TASK TO COMPLETE = When you retype the data, keep every word exactly and include none of the pictures.

Stored dataset items =
____

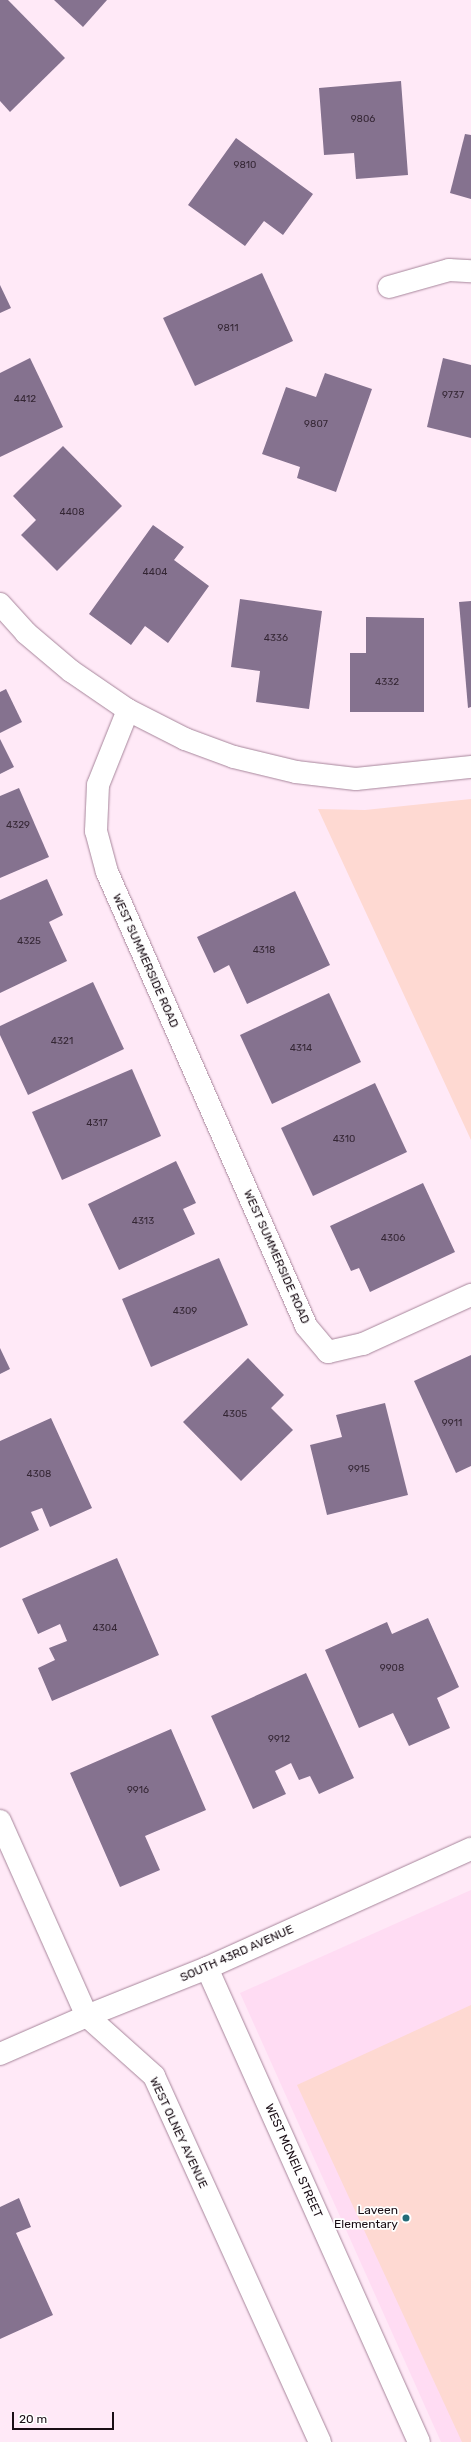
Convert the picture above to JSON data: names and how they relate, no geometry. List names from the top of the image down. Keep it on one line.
{"streets":{"street":["WEST SUMMERSIDE ROAD","SOUTH 43RD AVENUE","WEST OLNEY AVENUE","WEST MCNEIL STREET"]},"crossings":[["SOUTH 43RD AVENUE","WEST OLNEY AVENUE"],["SOUTH 43RD AVENUE","WEST MCNEIL STREET"]],"places":["Laveen Elementary"],"house_numbers":["9806","9810","9811","9737","4412","9807","4408","4404","4336","4332","4329","4325","4318","4321","4314","4317","4310","4313","4306","4309","4305","9911","9915","4308","4304","9908","9912","9916"],"scale_bar":"20 m"}
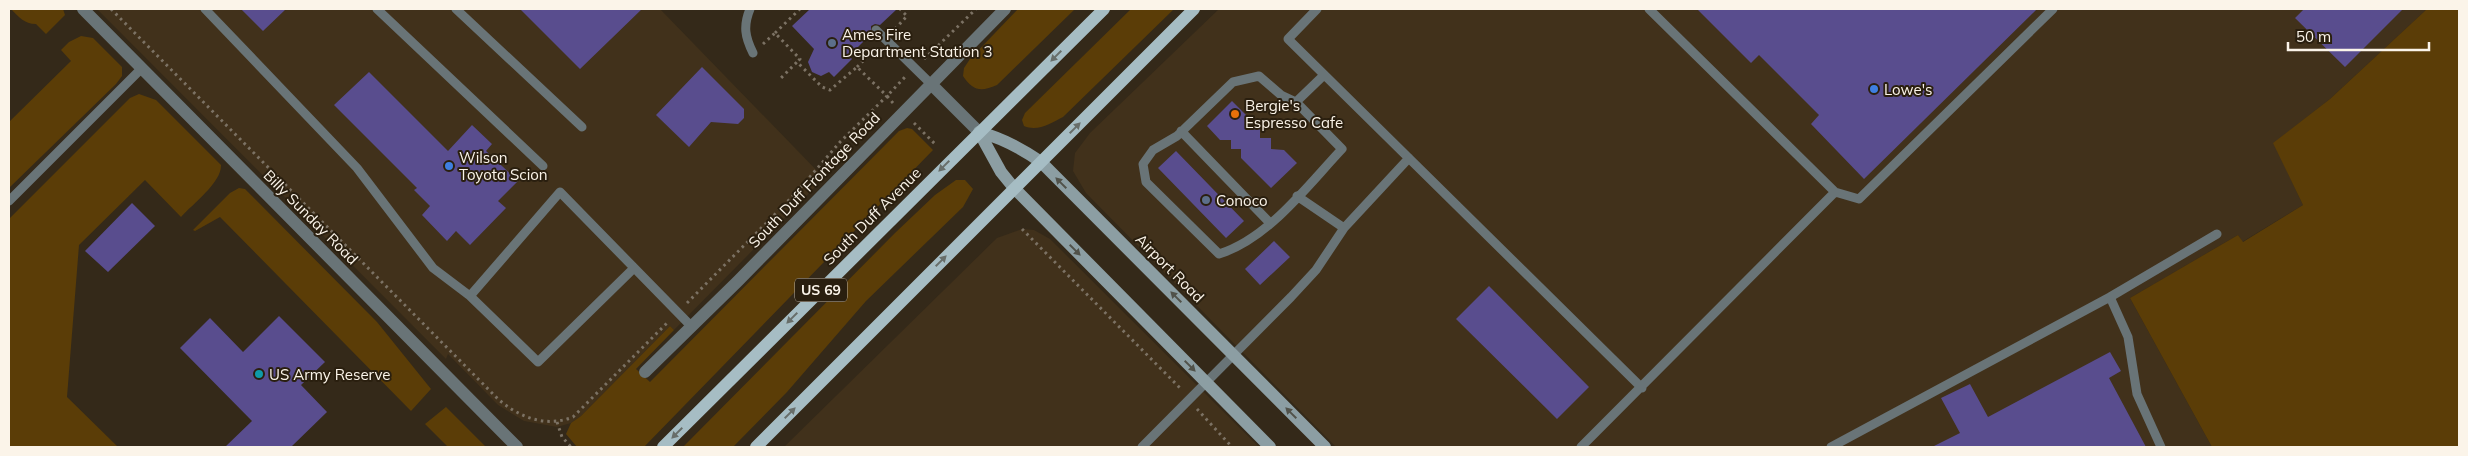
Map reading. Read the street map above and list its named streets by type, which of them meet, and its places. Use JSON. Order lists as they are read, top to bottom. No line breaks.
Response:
{"streets":{"main road":["South Duff Avenue","Airport Road","US 69"],"street":["South Duff Frontage Road","Billy Sunday Road"]},"crossings":[["South Duff Frontage Road","Airport Road"],["South Duff Avenue","Airport Road"]],"places":["Ames Fire Department Station 3","Lowe's","Bergie's Espresso Cafe","Wilson Toyota Scion","Conoco","US Army Reserve"],"scale_bar":"50 m"}
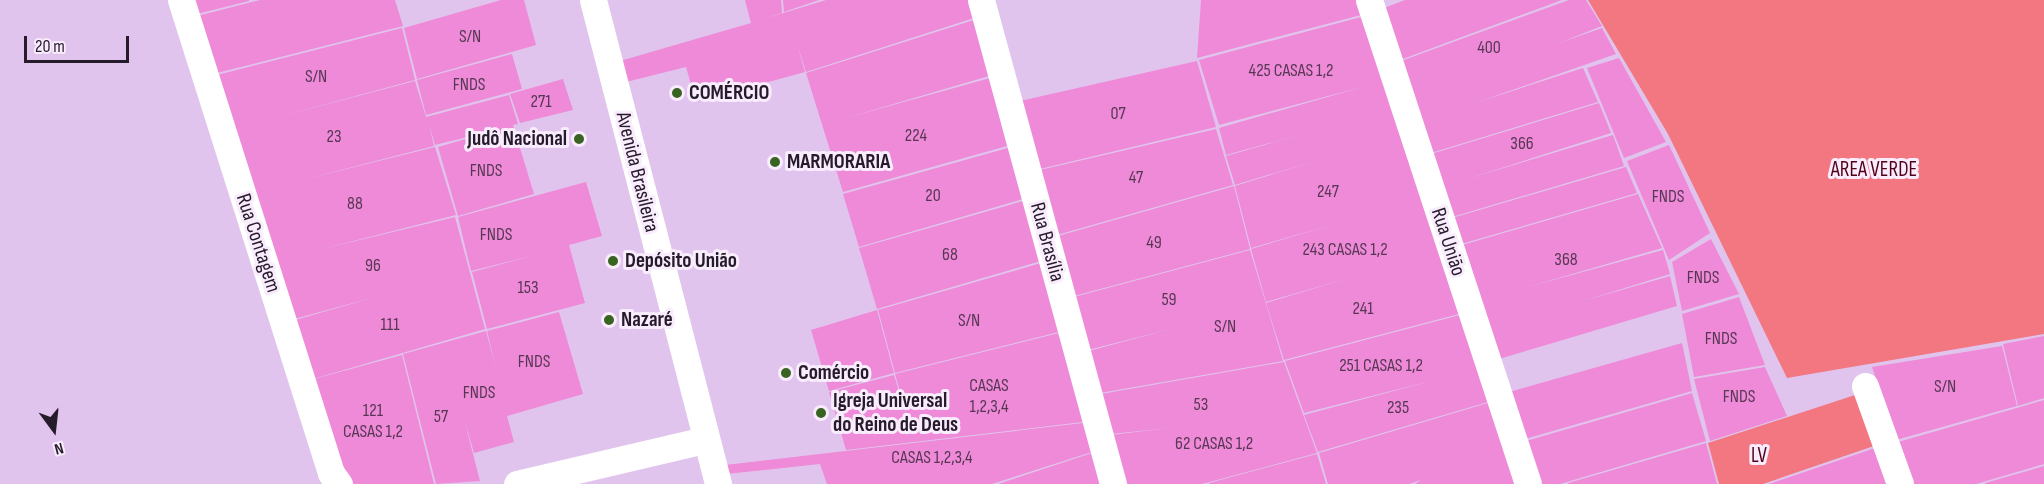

____

RESPONSE TO THE EXERCISE =
Convert the picture above to JSON data: names and how they relate, no geometry. List names from the top of the image down. Keep it on one line.
{"streets":{"street":["WEST SUMMERSIDE ROAD","SOUTH 43RD AVENUE","WEST OLNEY AVENUE","WEST MCNEIL STREET"]},"crossings":[["SOUTH 43RD AVENUE","WEST OLNEY AVENUE"],["SOUTH 43RD AVENUE","WEST MCNEIL STREET"]],"places":["Laveen Elementary"],"house_numbers":["9806","9810","9811","9737","4412","9807","4408","4404","4336","4332","4329","4325","4318","4321","4314","4317","4310","4313","4306","4309","4305","9911","9915","4308","4304","9908","9912","9916"],"scale_bar":"20 m"}
Map reading. Read the street map above and list its named streets by type, which of them meet, and its places. Use JSON. Order lists as they are read, top to bottom. No line breaks.
Response:
{"streets":{"main road":["South Duff Avenue","Airport Road","US 69"],"street":["South Duff Frontage Road","Billy Sunday Road"]},"crossings":[["South Duff Frontage Road","Airport Road"],["South Duff Avenue","Airport Road"]],"places":["Ames Fire Department Station 3","Lowe's","Bergie's Espresso Cafe","Wilson Toyota Scion","Conoco","US Army Reserve"],"scale_bar":"50 m"}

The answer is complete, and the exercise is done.